Por eso hoy quiero contarte lo que ocurrió un 21 de septiembre de 1629, cuando una lluvia de 40 horas terminó por inundar la ciudad durante cinco años. Sí, leíste bien ¡cinco años! Pero antes, contexto. Resulta que en los primeros años de la Nueva España, los conquistadores, más tercos que valientes, decidieron fundar su capital sobre la mismísima Tenochtitlan. Sí, en medio del lago. Brillante decisión que, quinientos años después, seguimos pagando con cada temporada de lluvias.
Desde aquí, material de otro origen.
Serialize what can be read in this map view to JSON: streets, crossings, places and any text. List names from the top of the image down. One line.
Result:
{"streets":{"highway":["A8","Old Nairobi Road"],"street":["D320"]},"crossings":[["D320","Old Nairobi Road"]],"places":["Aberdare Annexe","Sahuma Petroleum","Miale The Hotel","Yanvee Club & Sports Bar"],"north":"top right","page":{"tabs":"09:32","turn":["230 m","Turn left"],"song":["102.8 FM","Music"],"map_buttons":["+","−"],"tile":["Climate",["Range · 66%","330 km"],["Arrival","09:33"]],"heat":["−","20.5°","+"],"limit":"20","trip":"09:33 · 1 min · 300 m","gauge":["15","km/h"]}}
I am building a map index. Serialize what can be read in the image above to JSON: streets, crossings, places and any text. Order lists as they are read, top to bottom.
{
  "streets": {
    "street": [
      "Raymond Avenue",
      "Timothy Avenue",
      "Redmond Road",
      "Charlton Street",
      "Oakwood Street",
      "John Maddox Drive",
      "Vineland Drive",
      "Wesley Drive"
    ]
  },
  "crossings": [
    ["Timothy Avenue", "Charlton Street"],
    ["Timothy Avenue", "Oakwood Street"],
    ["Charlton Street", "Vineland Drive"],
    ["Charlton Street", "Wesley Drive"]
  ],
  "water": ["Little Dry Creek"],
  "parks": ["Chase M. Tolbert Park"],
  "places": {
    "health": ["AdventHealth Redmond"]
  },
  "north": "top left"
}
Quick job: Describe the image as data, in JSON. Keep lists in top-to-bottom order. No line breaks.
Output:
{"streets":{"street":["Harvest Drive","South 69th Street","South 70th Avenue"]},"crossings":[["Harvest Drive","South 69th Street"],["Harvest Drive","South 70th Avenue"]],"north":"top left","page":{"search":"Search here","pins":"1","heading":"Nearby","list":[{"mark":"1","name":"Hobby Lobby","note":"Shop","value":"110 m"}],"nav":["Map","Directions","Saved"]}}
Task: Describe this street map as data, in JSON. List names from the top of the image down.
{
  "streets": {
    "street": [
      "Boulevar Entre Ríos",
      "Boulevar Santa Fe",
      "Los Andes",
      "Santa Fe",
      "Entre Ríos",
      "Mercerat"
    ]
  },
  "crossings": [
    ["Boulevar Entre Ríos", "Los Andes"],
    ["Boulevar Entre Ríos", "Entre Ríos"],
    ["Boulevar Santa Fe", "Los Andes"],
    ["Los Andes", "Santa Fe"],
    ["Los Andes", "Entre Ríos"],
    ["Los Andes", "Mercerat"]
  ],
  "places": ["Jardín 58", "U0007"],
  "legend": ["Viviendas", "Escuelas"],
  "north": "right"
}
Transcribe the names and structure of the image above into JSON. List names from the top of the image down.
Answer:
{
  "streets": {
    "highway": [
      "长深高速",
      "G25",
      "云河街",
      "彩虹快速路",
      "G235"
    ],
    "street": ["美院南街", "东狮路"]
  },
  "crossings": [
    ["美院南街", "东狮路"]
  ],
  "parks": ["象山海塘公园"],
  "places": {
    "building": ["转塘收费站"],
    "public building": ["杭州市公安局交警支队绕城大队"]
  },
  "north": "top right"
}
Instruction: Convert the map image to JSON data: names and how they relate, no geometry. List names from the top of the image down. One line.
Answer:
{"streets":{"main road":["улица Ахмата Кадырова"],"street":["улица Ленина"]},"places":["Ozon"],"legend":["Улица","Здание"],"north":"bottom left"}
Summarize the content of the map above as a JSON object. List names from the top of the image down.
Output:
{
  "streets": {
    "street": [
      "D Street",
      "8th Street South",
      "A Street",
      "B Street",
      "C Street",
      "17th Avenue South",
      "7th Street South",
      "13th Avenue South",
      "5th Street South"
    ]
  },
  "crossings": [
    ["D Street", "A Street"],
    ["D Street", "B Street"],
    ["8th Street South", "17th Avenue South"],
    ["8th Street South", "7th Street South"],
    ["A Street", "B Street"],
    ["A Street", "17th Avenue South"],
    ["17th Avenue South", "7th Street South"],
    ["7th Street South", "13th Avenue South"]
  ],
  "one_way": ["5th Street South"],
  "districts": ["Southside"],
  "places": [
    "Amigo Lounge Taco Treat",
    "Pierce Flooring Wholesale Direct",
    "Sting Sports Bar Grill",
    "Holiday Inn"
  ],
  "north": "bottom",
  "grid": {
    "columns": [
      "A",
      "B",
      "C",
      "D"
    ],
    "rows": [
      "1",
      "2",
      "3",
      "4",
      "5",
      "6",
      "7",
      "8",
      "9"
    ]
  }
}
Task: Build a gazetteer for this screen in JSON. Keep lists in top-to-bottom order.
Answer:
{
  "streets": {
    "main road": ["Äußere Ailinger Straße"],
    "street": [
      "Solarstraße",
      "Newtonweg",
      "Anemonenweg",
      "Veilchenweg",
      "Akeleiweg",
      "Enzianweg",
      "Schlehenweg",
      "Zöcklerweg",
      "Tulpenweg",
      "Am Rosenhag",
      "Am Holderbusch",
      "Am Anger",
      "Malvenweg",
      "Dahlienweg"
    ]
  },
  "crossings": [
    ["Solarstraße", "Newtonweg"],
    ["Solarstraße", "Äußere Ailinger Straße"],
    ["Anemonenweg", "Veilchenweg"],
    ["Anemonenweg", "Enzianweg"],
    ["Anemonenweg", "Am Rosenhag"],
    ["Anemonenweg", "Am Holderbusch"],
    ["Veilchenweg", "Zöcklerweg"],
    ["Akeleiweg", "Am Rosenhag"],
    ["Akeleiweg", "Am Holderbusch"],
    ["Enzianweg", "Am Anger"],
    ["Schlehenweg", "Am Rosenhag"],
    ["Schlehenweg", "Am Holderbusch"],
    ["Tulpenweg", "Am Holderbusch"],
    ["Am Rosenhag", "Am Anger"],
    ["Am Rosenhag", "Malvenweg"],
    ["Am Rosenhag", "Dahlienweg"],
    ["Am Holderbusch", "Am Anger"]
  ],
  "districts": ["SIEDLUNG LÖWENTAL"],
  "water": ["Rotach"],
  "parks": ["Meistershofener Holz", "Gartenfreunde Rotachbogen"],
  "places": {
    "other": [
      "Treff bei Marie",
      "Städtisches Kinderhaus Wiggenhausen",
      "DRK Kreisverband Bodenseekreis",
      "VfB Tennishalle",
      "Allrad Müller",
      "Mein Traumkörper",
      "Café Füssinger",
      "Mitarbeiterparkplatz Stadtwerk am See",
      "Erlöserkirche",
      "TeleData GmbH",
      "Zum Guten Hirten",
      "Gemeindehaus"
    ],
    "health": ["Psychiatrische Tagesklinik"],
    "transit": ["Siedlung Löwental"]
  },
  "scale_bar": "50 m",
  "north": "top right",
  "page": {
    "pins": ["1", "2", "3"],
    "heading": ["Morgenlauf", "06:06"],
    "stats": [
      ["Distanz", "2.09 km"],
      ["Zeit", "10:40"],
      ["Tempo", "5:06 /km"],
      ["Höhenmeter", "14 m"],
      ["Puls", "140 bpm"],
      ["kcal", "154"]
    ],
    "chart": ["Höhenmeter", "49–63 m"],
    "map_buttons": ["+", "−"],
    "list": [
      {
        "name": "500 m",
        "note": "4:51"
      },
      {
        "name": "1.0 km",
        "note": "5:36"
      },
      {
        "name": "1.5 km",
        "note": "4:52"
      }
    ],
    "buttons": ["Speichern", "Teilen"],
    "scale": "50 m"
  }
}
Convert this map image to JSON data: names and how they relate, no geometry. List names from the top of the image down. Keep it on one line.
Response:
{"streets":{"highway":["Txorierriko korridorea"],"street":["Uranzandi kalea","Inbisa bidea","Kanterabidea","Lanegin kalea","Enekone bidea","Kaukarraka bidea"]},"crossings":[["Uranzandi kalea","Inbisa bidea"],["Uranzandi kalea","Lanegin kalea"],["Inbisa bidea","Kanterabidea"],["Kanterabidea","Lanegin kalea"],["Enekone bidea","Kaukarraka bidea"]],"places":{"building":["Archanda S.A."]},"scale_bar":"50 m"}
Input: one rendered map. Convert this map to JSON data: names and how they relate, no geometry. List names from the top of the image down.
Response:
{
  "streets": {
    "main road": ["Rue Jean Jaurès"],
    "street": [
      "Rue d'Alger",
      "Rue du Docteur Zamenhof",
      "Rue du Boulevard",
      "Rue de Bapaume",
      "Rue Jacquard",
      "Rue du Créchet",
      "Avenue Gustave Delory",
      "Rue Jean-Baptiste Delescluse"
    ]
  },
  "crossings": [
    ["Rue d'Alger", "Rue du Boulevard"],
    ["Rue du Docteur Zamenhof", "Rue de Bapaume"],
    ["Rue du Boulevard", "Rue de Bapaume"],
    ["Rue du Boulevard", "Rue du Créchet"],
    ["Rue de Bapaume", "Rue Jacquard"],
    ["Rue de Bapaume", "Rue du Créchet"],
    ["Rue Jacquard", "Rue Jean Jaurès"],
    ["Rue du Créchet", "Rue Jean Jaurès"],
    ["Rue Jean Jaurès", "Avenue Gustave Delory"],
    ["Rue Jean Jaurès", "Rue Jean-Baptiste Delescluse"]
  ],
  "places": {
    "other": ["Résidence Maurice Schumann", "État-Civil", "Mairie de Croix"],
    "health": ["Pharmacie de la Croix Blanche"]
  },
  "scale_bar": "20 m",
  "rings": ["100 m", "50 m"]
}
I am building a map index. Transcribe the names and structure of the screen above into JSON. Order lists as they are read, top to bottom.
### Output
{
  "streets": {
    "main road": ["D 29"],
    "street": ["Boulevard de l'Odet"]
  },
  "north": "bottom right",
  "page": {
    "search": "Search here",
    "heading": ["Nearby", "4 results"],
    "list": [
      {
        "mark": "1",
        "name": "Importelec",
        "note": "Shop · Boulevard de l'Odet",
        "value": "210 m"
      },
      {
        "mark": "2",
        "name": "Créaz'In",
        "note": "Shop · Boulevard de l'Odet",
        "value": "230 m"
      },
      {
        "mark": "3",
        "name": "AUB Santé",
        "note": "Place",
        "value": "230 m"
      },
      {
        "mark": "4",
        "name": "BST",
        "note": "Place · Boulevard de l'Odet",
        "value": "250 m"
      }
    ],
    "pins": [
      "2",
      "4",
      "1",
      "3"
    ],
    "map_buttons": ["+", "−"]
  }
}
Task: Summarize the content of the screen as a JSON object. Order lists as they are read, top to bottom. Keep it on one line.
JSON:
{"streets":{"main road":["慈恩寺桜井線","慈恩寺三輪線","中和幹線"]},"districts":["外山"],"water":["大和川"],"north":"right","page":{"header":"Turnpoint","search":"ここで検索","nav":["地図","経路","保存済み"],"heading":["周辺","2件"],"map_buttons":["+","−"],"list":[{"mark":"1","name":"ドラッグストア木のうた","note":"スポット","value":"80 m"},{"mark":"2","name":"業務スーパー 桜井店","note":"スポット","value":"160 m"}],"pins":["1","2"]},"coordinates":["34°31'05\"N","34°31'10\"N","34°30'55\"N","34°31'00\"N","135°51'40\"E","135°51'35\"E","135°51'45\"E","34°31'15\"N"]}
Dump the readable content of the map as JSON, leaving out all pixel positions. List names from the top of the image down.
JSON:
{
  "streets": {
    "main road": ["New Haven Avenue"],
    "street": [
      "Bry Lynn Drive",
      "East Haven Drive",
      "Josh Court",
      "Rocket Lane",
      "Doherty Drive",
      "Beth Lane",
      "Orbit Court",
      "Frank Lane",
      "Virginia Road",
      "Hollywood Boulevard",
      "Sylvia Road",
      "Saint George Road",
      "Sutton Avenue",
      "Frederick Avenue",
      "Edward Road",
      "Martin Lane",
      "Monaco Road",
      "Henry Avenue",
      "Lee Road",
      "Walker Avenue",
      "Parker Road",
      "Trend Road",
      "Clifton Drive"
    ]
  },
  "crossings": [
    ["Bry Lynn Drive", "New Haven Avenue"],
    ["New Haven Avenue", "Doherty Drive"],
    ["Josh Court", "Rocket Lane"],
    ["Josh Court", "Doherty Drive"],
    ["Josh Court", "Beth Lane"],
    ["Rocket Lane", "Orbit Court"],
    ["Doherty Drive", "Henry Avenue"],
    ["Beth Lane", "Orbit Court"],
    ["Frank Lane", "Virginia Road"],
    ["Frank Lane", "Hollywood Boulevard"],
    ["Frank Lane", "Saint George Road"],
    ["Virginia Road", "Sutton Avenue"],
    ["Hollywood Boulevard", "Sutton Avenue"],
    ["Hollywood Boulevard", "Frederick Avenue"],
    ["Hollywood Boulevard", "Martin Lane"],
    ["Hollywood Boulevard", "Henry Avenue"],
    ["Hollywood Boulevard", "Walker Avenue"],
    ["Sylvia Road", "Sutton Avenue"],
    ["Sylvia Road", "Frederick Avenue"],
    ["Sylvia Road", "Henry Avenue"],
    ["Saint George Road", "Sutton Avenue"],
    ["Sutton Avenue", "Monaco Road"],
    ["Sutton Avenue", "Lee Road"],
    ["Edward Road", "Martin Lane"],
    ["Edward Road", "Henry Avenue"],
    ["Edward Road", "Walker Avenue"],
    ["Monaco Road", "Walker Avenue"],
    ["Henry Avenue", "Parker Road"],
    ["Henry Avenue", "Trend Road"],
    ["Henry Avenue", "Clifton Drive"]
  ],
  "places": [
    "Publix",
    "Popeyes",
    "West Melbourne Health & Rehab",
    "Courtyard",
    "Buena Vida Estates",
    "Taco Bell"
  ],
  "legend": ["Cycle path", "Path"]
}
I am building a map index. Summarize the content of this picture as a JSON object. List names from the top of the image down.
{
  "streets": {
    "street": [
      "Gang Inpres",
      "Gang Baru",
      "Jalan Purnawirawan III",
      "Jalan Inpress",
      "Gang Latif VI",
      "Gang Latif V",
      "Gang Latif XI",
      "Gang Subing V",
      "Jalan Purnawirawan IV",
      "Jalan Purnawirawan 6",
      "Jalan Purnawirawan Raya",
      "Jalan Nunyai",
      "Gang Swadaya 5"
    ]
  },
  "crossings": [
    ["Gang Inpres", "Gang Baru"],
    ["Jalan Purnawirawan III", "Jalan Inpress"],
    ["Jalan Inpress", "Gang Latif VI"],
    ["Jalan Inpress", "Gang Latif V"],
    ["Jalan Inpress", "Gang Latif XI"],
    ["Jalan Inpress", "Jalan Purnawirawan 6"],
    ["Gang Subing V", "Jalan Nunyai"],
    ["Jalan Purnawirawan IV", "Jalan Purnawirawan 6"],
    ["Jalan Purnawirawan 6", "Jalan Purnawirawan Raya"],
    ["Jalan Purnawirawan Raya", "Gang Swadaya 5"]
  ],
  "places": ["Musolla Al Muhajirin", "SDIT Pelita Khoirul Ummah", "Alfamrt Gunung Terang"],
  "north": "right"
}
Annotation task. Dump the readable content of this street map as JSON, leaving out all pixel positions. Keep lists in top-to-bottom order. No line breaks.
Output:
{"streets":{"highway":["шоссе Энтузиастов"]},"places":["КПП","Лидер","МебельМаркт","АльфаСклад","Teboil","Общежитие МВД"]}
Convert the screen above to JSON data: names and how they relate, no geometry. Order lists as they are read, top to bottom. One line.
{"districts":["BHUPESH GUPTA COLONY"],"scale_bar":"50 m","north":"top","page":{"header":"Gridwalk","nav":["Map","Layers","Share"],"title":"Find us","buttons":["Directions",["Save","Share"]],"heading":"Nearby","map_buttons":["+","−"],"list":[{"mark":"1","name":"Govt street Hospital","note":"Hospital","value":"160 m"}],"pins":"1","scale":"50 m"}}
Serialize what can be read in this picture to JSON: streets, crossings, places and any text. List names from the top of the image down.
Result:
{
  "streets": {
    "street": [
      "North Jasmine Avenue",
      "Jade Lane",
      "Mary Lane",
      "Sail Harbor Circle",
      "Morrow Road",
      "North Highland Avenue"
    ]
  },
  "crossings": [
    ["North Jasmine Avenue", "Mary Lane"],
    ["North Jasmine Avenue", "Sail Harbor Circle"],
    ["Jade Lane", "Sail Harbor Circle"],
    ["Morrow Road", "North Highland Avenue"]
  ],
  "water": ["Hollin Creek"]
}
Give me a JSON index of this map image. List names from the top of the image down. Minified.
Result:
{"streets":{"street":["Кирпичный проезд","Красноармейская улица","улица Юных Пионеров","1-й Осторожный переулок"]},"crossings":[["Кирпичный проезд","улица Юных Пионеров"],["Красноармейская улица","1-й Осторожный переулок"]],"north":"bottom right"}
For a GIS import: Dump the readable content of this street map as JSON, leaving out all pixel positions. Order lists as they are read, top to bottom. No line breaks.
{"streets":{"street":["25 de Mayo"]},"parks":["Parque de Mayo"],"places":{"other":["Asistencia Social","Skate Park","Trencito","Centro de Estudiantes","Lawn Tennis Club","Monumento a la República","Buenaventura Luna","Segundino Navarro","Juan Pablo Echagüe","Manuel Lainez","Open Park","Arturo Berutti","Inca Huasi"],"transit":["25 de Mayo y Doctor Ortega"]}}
Hubo intentos por mantener el agua a raya. En 1555, por ejemplo, se construyó el Albarradón de San Lázaro, en el mismo lugar donde alguna vez estuvo el Albarradón de Ahuízotl, que regulaba de manera bastante eficiente la entrada de agua al Lago de Texcoco. Pero la eficiencia prehispánica no resistió la creatividad virreinal ni la tentación del saqueo: la naciente población de la ciudad se dedicó a robar los materiales del albarradón. palo a palo hasta dejarlo inservible. Herencia nacional, al parecer.
Esa zona oriente, de vocación protectora, no solo era clave para evitar inundaciones, sino también escenario de momentos históricos: ahí, Hernán Cortés construyó las atarazanas para resguardar los bergantines que navegaron el lago y sellaron la conquista.
Y hablando de personajes odiados, pasemos al villano de esta tragedia: Enrico Martínez, cosmógrafo alemán, arquitecto de soluciones hidráulicas y de problemas también. Lo puedes ver hoy, impertérrito, mirando la ciudad desde su Monumento Hipsográfico, junto a la Catedral Metropolitana, quien en 1629, le aconsejó al virrey Rodrigo Pacheco y Osorio cerrar la salida del Desagüe de Huehuetoca, aún en construcción, para evitar que se dañara con la creciente. No por maldad, sino por puro apego emocional a su obra porque llevaba años diseñando un sistema que drenara el Lago de Zumpango y desviara el Río Cuautitlán hacia el Río Tula. pero el miedo a perder su proyecto pudo más que su compromiso social.
El virrey, convencido, mandó cerrarlo pero cuando se dio cuenta de que aquello no estaba conteniendo el agua, sino acumulándola, ordenó abrirlo. Pero ya era demasiado tarde: la ciudad quedó dos metros bajo el agua (puedes dimensionar el nivel de la inundación con la cabeza de león colocada en la esquina de Madero y Motolinia). Las consecuencias fueron catastróficas: más de 30,000 muertos por hambre, enfermedades y una gestión hídrica que ni con indulgencias plenarias se salvaba.
Así fue como aquellos novohispanos tuvieron que adaptarse a vivir anfibiamente: construyeron puentes para conectar edificaciones, usaron canoas para recorrer la ciudad, celebraron misas en azoteas e incluso navegaron con la imagen de la Virgen de Guadalupe desde la Basílica hasta la Catedral Metropolitana. Pero, al parecer, en esta ciudad solo el agua tiene memoria. Porque muy pronto se nos olvidó todo lo que ocurrió. Y aunque durante siglos la ciudad convivió en relativa paz con ríos y acequias, ya para 1940 las autoridades decidieron borrar para siempre nuestra herencia mitad agua, mitad tierra, dedicándose durante una década a entubar todos esos ríos que antes se navegaban y que hoy apenas sobreviven como nombres en las aplicaciones de GPS.
Al final, mientras la Ciudad de México exista, tendremos que hacer las paces con el agua: entender nuestra ubicación geográfica, inventar nuevas y responsables formas de manejar y aprovechar las lluvias, reabastecer los subsuelos y, sobre todo, recordar que, como los ajolotes, somos anfibios.